The Computer Vision and Image Processing Laboratory (CVIP Lab) has active research in four broad areas: Computer Vision (Smart Systems and Autonomous Robotics); Biomedical Imaging (Computer-aided diagnosis for early detection of colorectal and lung cancers, and image-guided interventions); Biometrics (Facial information modeling, face recognition at a distance, and modeling human engagement); and Dental Imaging (Reconstruction of the Oral Cavity and Image-guided dental interventions). Under these four focus areas, the CVIP Lab has secured federal and industrial funding and graduated and trained over 70 PhD and MS/MENG students, scores of undergraduates and over a dozen postdocs and research scientists. Below we refer to three projects that presently funded.
The purpose of this project is to improve student learning by the automated capture of non-verbal cues of engagement: How can we use students’ expressions of engagement, based on non-verbal signs such as facial expressions, body and eye movements, physiological reactions, posture, to enhance learning? Project Goals are: a) Establishment of a robust network of non-obtrusive and non-invasive sensors in mid-size classes to enable real-time extraction of facial and vital signs, which will be integrated and displayed on instructors’ dashboards; b) Identification of robust descriptors for modeling the emotional and behavioral components of engagement using data collected by the sensor networks; c) Gathering meaningful data for subsequent work on emotional, behavioral, and cognitive metrics of engagement; and d) Exploring effectiveness of artificial intelligent and machine learning for delivering education and training of STEM subjects.Fig. 1 shows data collection for behavioral and emotional engagement: i) eye-gaze; ii) head movement; iii) hand movement, and facial expressions. Videos captured by webcams are used to extract facial; information and eye-gaze. Video captured by wall-cam is used to hand and body movement. 3D reconstruction shows the students’ heads and gazes relative to teacher’s board.

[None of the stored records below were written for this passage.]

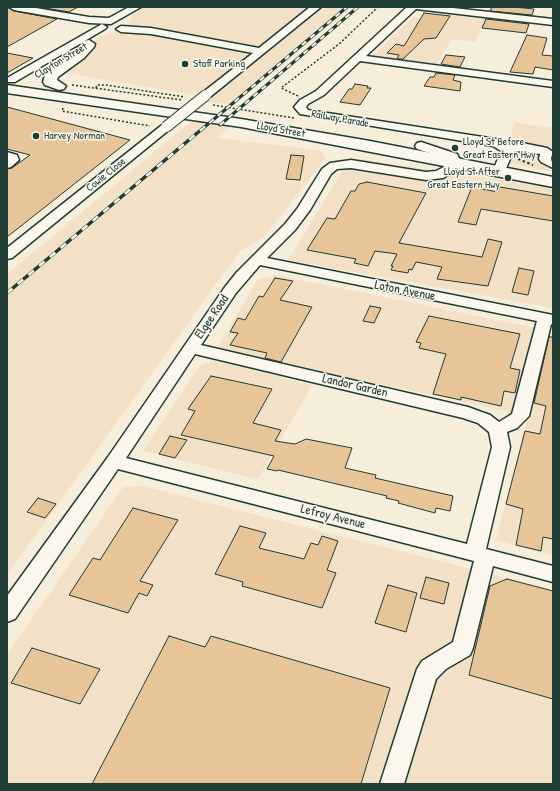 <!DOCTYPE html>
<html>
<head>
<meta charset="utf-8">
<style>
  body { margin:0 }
  #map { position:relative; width:560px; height:791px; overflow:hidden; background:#f7eddb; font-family:"Patrick Hand",sans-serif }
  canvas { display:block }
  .frame { position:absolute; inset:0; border:8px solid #1f3d34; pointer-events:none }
</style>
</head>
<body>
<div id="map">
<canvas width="560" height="791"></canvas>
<div class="frame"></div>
</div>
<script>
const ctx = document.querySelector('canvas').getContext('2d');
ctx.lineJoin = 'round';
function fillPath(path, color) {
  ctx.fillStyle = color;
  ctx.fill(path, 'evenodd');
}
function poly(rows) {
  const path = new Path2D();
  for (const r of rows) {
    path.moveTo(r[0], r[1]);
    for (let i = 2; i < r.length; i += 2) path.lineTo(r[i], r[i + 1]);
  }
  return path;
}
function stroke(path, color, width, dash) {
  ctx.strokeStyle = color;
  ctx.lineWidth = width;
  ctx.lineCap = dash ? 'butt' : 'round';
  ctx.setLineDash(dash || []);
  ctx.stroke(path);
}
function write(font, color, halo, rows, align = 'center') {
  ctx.font = font + ' "Patrick Hand",sans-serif';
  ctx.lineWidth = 3;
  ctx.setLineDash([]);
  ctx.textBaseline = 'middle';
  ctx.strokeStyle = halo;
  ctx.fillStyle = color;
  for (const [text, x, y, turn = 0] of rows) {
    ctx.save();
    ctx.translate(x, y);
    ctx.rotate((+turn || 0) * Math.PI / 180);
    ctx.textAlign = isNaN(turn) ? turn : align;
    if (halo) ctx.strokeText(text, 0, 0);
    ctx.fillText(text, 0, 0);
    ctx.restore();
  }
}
const built = poly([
  [144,7,318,7,206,95,194,95,66,73,89,44,101,36,127,27,132,15],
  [325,7,352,7,234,105,209,102,215,93],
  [448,14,487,18,475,42,452,39,437,64,373,56,413,17,443,21],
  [192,121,230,126,217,138,301,148,320,151,326,158,264,237,240,251,7,575,7,274],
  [515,122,553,128,553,172,503,162],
  [360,159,553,188,553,308,288,260,348,161],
  [276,275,536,328,515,413,217,349,258,279],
  [550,331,553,331,553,556,496,540],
  [215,361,312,385,258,479,143,451,201,364],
  [143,486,553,590,553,784,7,784,7,655,123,487]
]);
const building = poly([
  [7,7,14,11,57,19,7,47,7,7],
  [39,7,78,7,69,12,39,7],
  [492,7,514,7,534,9,532,15,490,11,492,7],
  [424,13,450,16,436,38,424,39,403,59,397,59,399,55,387,53,396,44,404,46,424,13],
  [486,19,529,24,526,33,482,28,486,19],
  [527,35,547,38,542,55,553,56,553,70,535,67,533,74,510,72,527,35],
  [7,53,33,58,7,73,7,53],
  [446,55,465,57,460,67,441,64,446,55],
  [436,73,455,75,453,80,461,82,460,91,424,86,430,77,434,77,436,73],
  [355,84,368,86,367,88,371,88,360,105,340,102,349,89,352,89,355,84],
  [7,107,130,140,7,237,7,169,12,168,30,155,7,149,7,107],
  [291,155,304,156,300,180,286,179,291,155],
  [367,182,426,193,399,243,482,257,488,239,502,242,488,286,437,279,442,267,416,262,412,270,409,269,408,273,391,270,393,266,391,266,397,254,375,251,368,266,354,263,356,259,307,250,327,218,335,219,351,191,355,191,359,184,367,182],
  [472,187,498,192,500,187,553,196,553,221,481,209,476,225,458,222,472,187],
  [519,268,534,271,528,295,512,292,519,268],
  [275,278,293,281,280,300,312,307,281,362,265,358,267,353,230,345,238,333,230,332,238,318,245,320,259,296,263,297,275,278],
  [370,306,381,308,374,323,363,321,370,306],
  [429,316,520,334,510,368,520,370,515,393,504,391,501,406,461,397,461,400,433,394,446,354,419,348,421,343,416,342,429,316],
  [549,337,553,337,553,539,543,537,541,551,516,545,523,509,506,504,525,431,540,434,546,406,534,403,549,337],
  [211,376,272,389,253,423,281,430,275,441,295,444,306,439,352,448,345,468,376,475,375,478,453,496,450,511,436,508,435,513,398,503,399,501,386,498,387,496,278,470,277,471,267,469,274,456,181,435,195,411,188,409,211,376],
  [170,436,187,440,175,458,159,454,170,436],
  [38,498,56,504,45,518,27,512,38,498],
  [133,508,178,520,140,581,153,585,147,596,139,593,128,613,69,595,93,558,100,560,133,508],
  [240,526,266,533,259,548,304,559,311,543,318,545,322,536,338,541,327,570,336,573,322,608,242,586,243,582,215,574,240,526],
  [426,577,449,583,444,604,420,598,426,577],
  [507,579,553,591,553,699,469,675,490,586,507,579],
  [388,585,417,593,406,632,375,623,388,585],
  [169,636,205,647,211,636,390,688,361,784,92,784,169,636],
  [32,648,100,669,80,704,11,683,32,648]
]);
const pathFar1 = poly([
  [72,85,182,100],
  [96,88,97,85,106,85,185,97],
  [298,96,281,88,339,44,378,7],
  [213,105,294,118],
  [63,108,62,111,150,126]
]);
const path = poly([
  [518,159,533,165]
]);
const minor = poly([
  [9,7,30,7,89,17,109,18,129,7,141,7,111,24,89,23,14,10,9,7],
  [310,7,321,7,210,97,206,98,202,97,201,95,202,93,253,53,151,34,121,32,116,29,121,26,151,28,259,48,310,7],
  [407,7,444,7,553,19,553,25,416,9,366,56,553,81,553,87,360,61,324,95,308,104,306,107,308,110,496,139,509,145,522,143,547,148,553,152,551,158,553,168,541,162,539,159,540,154,522,151,513,152,505,171,499,175,493,171,501,151,493,146,300,114,294,107,300,100,316,91,407,7],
  [102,24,107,27,105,29,15,82,7,82,7,78,102,24],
  [166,124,172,127,170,129,12,258,7,259,7,248,162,125,166,124],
  [421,142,457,154,460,160,453,172,443,178,426,180,351,168,337,169,331,174,310,210,295,230,267,258,553,315,553,325,551,324,529,416,517,428,507,432,510,447,486,549,553,566,553,582,493,566,473,648,470,655,446,669,436,679,404,784,380,784,417,669,422,661,453,642,474,561,118,469,15,619,7,622,7,596,108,457,225,287,237,272,285,224,297,209,322,169,330,163,351,160,426,172,436,171,444,167,448,159,417,149,415,146,417,143,421,142],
  [260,265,537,321,512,414,499,422,490,415,468,407,201,345,236,293,260,265],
  [195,354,463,418,478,423,489,432,492,447,467,544,126,458,195,354],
  [7,152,17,155,19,160,11,167,7,168,7,152]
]);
const major = poly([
  [89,40,95,44,94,47,84,58,58,77,57,80,66,86,64,89,59,90,45,85,43,82,46,72,74,52,84,41,89,40],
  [7,85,241,119,370,141,553,177,553,187,241,127,7,93,7,85]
]);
const railFar1 = poly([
  [220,125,358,7],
  [201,130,347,7]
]);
const rail = poly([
  [7,293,202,129]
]);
const minorBridge = poly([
  [166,127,206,95]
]);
const markers = [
  [185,64,4,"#1f3d34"],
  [36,136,4,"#1f3d34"],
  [455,148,4,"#1f3d34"],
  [508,178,4,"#1f3d34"]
];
const farStreetnames = [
  ["Clayton Street",61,61,-31],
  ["Railway Parade",340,119,10],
  ["Lloyd Street",281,130,10],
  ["Cowie Close",106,175,-39]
];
const farPoinames = [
  ["Staff Parking",193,64],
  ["Harvey Norman",44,136],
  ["Lloyd St Before",463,142],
  ["Great Eastern Hwy",463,155],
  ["Lloyd St After",500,172,"right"],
  ["Great Eastern Hwy",500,185,"right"]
];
const streetNames = [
  ["Loton Avenue",405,291,11],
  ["Elgee Road",212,317,-56],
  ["Landor Garden",355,386,13],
  ["Lefroy Avenue",333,517,14]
];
fillPath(built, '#f2e1c7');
fillPath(building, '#e8c599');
stroke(building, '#1f3d34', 1);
stroke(minor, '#1f3d34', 3);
stroke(major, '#1f3d34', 3);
stroke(pathFar1, '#1f3d34', 1.5, [2, 2]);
stroke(path, '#1f3d34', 2, [2.5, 2.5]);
fillPath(minor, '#fbf7ec');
fillPath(major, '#fbf7ec');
stroke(railFar1, '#1f3d34', 3);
stroke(rail, '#1f3d34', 3.5);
stroke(railFar1, '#fbf7ec', 2, [5.5]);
stroke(rail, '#fbf7ec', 2.5, [7]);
stroke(minorBridge, '#1f3d34', 12, []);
stroke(minorBridge, '#fbf7ec', 10);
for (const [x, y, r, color] of markers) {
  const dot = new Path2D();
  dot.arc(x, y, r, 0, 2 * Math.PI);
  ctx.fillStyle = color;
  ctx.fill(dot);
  stroke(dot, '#fbf7ec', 1.5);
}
write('11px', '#1f3d34', '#fbf7ec', farStreetnames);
write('11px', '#1f3d34', '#fbf7ec', farPoinames, 'left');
write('13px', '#1f3d34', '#fbf7ec', streetNames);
</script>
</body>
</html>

This research has been supported by NSF Award #1900456.
This project aims to build a front-end visualization system for Computed-Tomography Colonography (CTC). The technology uses abdominal CT scans of prepped patients to create a 3D model of the human colon and enable visible inspection of the luminal surface in same manner as performed physically on prepped patients by gastroenterologists using optical colonoscopy (OC). CTC is non-invasive and can serve as a prelude to OC, if warranted; thus enabling large scale screening of colorectal cancer and minimizing healthcare cost. Our purpose is to create an entirely model-based CTC system, which would enable expert CTC radiologists as well as AI-based examination of the luminal surface to detect and classify colonic polyps as a way for early detection of colorectal cancer. Fig. 2 shows the layout of the CTC system.
This research has been supported by NSF award 1602333.
Optical impressions, which are generated using Intra-oral scanner (IOS), allow the dentist to capture 3D models of the patient’s dental arches. Unlike conventional impressions, which have always been unwelcome to patients due to using trays, materials and pouring plaster cast, optical impressions save time and space. The special intra-oral scanners nowadays are very developed, but they are very expensive, the hand piece is bulky, and need a professional in many ways. Moreover, the case of long-span restorations, and in particular for full arches, IOSs do not yet seem to be sufficiently accurate. we are working on new IOS system, which works purely on optical sensors. The system is designed to compete other IOS scanners in the following manners: cost, accuracy and easy to use. The simulation results (Fig. 3) of the proposed design shows a promising in the trueness accuracy comparing with other the state-of-the-art scanners.